From the (limited) description the uHz rotator algorithm sounds like one of the phase-weighted averages from this site, but it's not an algorithm I am familiar with.
The Cramér–Rao lower bound$^1$ for estimating the frequency of sinusoid with amplitude $A$ in white noise with variance $\sigma^2$ is given by:
$$ \mathrm{var}(\hat{f}) \ge \frac{12}{(2\pi)^2\eta N(N^2-1)} $$
where $N$ is the number of samples and $\eta = A^2/(2\sigma^2)$ (taken from Kay's Fundamentals of Statistical Signal Processing, Estimation Theory equation 3.41).

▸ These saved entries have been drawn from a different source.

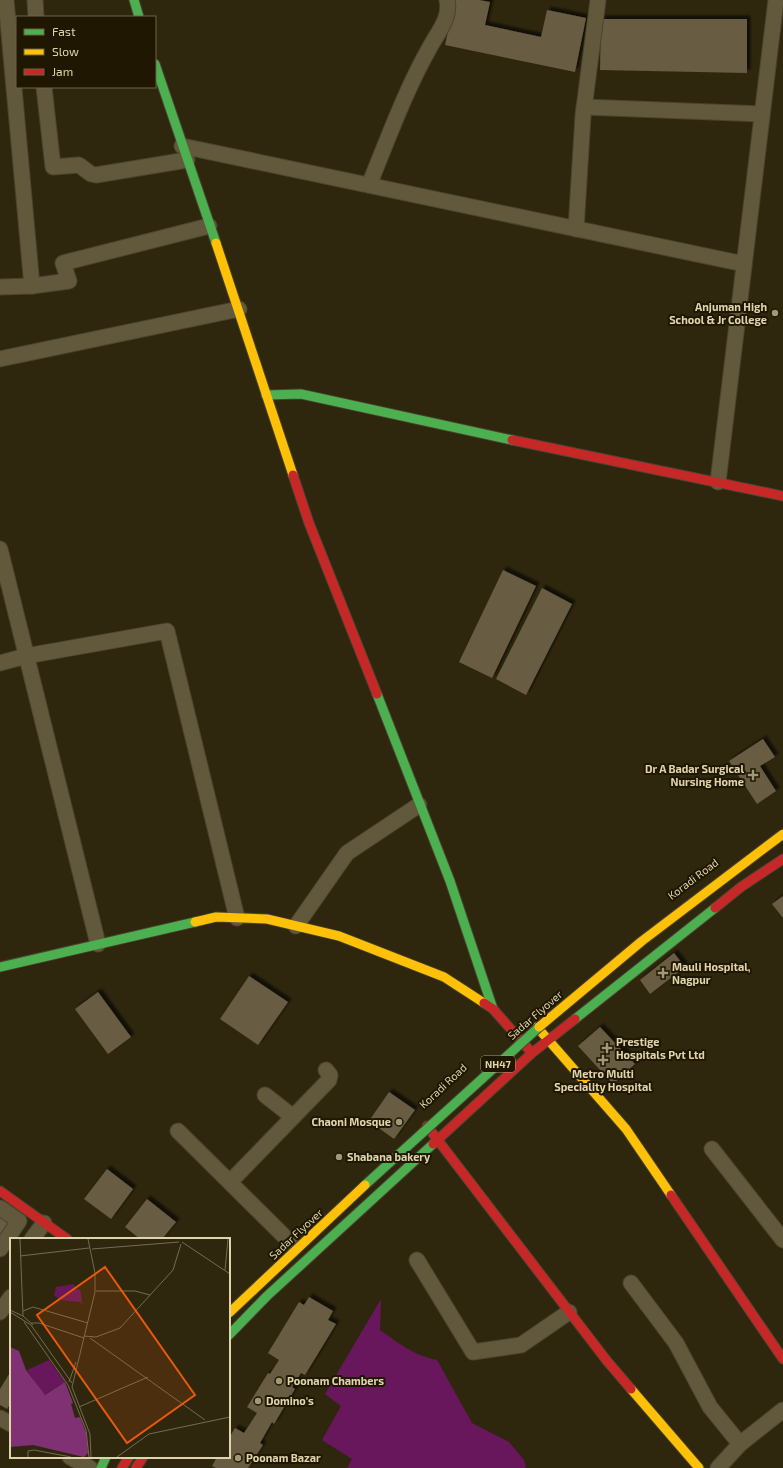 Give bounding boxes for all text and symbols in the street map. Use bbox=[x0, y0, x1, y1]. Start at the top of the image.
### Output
legend bbox=[16, 16, 156, 88]
text: Fast bbox=[52, 24, 76, 38]
text: Slow bbox=[52, 44, 79, 58]
text: Jam bbox=[52, 64, 73, 78]
place label: Anjuman High School & Jr College bbox=[669, 300, 767, 326]
marker: Anjuman High School & Jr College bbox=[770, 308, 780, 318]
place label: Dr A Badar Surgical Nursing Home bbox=[645, 762, 744, 788]
marker: Dr A Badar Surgical Nursing Home bbox=[747, 769, 759, 781]
street label: Koradi Road bbox=[665, 855, 721, 902]
place label: Mauli Hospital, Nagpur bbox=[672, 960, 751, 986]
marker: Mauli Hospital, Nagpur bbox=[657, 967, 669, 979]
street label: Sadar Flyover bbox=[505, 987, 565, 1042]
place label: Prestige Hospitals Pvt Ltd bbox=[616, 1035, 705, 1061]
marker: Prestige Hospitals Pvt Ltd bbox=[601, 1042, 613, 1054]
marker: Metro Multi Speciality Hospital bbox=[597, 1054, 609, 1066]
road number: NH47 bbox=[481, 1056, 515, 1072]
street label: Koradi Road bbox=[416, 1060, 469, 1111]
place label: Metro Multi Speciality Hospital bbox=[554, 1067, 652, 1094]
place label: Chaoni Mosque bbox=[311, 1115, 391, 1128]
marker: Chaoni Mosque bbox=[394, 1117, 404, 1127]
place label: Shabana bakery bbox=[347, 1150, 431, 1164]
marker: Shabana bakery bbox=[334, 1152, 344, 1162]
street label: Sadar Flyover bbox=[266, 1205, 325, 1262]
inset map bbox=[10, 1238, 230, 1458]
place label: Poonam Chambers bbox=[287, 1374, 384, 1387]
marker: Poonam Chambers bbox=[274, 1376, 284, 1386]
place label: Domino's bbox=[266, 1394, 314, 1407]
marker: Domino's bbox=[253, 1396, 263, 1406]
place label: Poonam Bazar bbox=[246, 1451, 321, 1464]
marker: Poonam Bazar bbox=[233, 1453, 243, 1463]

So, assuming $A =1$, $\sigma^2 = 0.1$, and assuming that frequency accuracy can exceed 8 significant digits means that $\mathrm{var}(\hat{f}) < (10^{-8})^2$ we get:
$$
\begin{array}
\ (10^{-8})^2 &\ge& \frac{12}{(2\pi)^2 5 N(N^2-1)}\\
\frac{20}{12} \pi^2 \times 10^{-16} &\ge& \frac{1}{N(N^2-1)}\\
N(N^2-1) &\ge& 6.079271 \times 10^{14}\\
N &\ge& 84713
\end{array}
$$
This means that your data length would need to be 84713 samples to achieve this accuracy.
$^1$ The Cramér–Rao lower bound is the lowest achievable variance of an unbiased estimator.